ASEAN Rhythm | Economy | Southeast Asia
Government spending remains high compared to historical levels, but is declining from the highs of the COVID-19 pandemic.
Shortly before Prime Minister Ismail Sabri Yaakob called a new general elections, the Malaysian government published its budget for 2023. This is not unusual. The end of the year is when many countries in the region finalize their budgets; Indonesia, thailand, Y the philippines have approved or are in the process of approving their fiscal plans for 2023. But because the budget was approved just before the elections were called, some wonder if it could be part of a broader strategy for the ruling coalition in office , What Asia News Channel To put it bluntly, “woo intruders” at great expense.
In a way, all budgets do that to one degree or another. The purpose of public spending is to recycle taxes and other revenues into shared public and social goods, such as subsidies and infrastructure. The question is whether this budget spends more than it can afford or spends at historically high levels and in a way that is intended to increase votes. So what’s in Malaysia? budget 2023 And is it likely to have a big electoral impact?
At 372.34 billion ringgit (about $79 billion at current exchange rates), total spending is expected to decline by 3.4% from 2022. The deficit is expected to be 5.5% of GDP, the lowest since the start of the COVID-19 pandemic. 19 pandemic. Development spending, including some big infrastructure projects like the Trans Borneo Highway, is expected to get a 32 percent boost. Subsidies and social assistance will be reduced by 28.7 percent, but will remain at relatively high levels compared to previous years. The COVID-19 Special Fund, which was allocated RM37.7 billion in 2021, is being liquidated and those resources have been moved to other parts of the budget. Planners believe that the economy will grow between 4 and 5 percent in 2023.
At first glance, much of this seems reasonable enough. Spending remains elevated compared to historical levels, but is declining from its pandemic highs. We see the same thing in Indonesia’s proposed budget for 2023, with overall spending falling from 2022 levels but still high compared to 2019. That a lot of money is being shuffled into subsidies (especially energy subsidies) , both this year and in 2023, is also without great commotion. Countries around the world are doing their best to ease the burden imposed by high global energy prices. And Malaysia can do more than most.
This is because high oil prices are good for the government’s bottom line. Revenue increased in 2022 to RM 285.2 billion ($60 billion), an increase of 22% from the previous year. About a quarter of that comes from oil-related income, including large dividends paid by the state-owned oil and gas company Petronas. as i have written beforewhen Petronas wins it is a boon to state finances, and 2022 has been a banner year for many oil companies.
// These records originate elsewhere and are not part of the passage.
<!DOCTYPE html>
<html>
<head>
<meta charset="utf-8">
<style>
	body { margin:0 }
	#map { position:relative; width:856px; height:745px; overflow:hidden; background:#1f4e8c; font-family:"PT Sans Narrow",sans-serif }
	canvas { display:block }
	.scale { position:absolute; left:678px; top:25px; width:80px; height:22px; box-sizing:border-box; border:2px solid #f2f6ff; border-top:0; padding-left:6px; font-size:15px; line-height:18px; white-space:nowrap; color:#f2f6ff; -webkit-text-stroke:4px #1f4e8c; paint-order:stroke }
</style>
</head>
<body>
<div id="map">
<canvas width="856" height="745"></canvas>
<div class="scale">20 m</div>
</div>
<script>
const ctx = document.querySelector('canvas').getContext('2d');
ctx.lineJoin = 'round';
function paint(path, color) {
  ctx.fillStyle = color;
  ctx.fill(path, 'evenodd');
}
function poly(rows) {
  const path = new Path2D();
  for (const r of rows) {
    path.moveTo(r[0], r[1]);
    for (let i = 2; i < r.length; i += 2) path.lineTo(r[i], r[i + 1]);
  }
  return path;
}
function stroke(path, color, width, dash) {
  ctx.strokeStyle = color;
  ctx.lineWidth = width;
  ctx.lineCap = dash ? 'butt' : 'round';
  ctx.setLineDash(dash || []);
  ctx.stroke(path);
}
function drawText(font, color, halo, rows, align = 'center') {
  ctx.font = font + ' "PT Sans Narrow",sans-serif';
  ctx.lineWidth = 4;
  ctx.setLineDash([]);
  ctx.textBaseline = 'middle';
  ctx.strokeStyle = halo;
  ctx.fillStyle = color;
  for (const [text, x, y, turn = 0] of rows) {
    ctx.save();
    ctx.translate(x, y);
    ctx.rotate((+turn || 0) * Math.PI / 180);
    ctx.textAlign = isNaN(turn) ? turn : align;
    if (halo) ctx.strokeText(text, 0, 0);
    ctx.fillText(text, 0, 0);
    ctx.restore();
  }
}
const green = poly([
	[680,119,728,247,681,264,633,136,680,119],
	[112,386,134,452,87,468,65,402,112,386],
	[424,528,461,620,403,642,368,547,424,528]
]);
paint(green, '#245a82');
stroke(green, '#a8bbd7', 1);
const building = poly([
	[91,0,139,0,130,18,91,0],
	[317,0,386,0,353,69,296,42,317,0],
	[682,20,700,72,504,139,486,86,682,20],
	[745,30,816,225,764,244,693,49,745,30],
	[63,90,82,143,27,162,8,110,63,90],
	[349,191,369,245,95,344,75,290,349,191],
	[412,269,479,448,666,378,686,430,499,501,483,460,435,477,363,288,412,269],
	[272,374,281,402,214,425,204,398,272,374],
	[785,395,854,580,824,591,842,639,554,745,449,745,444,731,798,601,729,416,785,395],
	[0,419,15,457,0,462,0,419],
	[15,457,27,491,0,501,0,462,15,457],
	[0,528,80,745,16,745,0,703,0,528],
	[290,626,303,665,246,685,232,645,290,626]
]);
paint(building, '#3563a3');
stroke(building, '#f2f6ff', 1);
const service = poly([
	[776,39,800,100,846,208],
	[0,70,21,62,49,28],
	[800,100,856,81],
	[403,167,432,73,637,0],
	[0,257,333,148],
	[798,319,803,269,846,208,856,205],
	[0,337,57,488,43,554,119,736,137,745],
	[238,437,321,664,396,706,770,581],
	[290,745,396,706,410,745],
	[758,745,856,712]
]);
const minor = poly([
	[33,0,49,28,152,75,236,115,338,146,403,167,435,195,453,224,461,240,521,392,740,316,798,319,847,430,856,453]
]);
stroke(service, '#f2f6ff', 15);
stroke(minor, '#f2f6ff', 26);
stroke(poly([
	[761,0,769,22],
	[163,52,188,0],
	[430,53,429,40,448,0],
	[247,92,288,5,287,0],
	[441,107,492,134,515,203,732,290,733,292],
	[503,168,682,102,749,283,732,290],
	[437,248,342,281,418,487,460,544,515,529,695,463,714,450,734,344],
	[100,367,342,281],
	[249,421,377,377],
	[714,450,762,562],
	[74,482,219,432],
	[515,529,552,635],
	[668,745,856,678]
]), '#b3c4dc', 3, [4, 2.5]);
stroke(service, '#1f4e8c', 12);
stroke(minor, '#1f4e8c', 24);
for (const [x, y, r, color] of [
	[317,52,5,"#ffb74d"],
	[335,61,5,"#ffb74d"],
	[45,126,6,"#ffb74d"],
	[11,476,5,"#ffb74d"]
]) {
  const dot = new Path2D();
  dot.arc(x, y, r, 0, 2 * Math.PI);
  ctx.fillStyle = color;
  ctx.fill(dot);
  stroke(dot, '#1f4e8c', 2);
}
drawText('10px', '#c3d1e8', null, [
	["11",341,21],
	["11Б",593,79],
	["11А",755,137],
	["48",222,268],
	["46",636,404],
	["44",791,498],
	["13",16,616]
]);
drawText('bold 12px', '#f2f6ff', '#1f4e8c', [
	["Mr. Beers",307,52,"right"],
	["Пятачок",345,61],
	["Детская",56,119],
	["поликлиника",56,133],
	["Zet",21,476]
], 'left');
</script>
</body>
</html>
2023 is not expected to be as good as oil prices are already falling, but next year still looks pretty solid. Coupled with modest but reasonable assumptions about 5 percent GDP growth, the government feels confident it can maintain expansionary fiscal spending while keeping the deficit in check. This is more or less what one would expect from an oil-exporting country like Malaysia with a medium-sized population. And if we are indeed headed for a global recession in 2023, increased government spending will help soften the blow.
Broadly speaking, the 2023 budget will recycle windfall revenue from high oil prices into subsidies to protect Malaysians from those same high prices. They are also taking advantage of the fiscal space created by these conditions to increase investment in development spending, such as infrastructure. This could very well appeal to some voters, and I’m sure there are incentives built into the budget designed to appeal to particular sectors of the electorate. But from a macro perspective, this budget and its spending expansion plans largely reflect the contemporary macro environment in Malaysia. And, election or no election, it is the least Malaysian voters should expect from their government in times of high oil prices.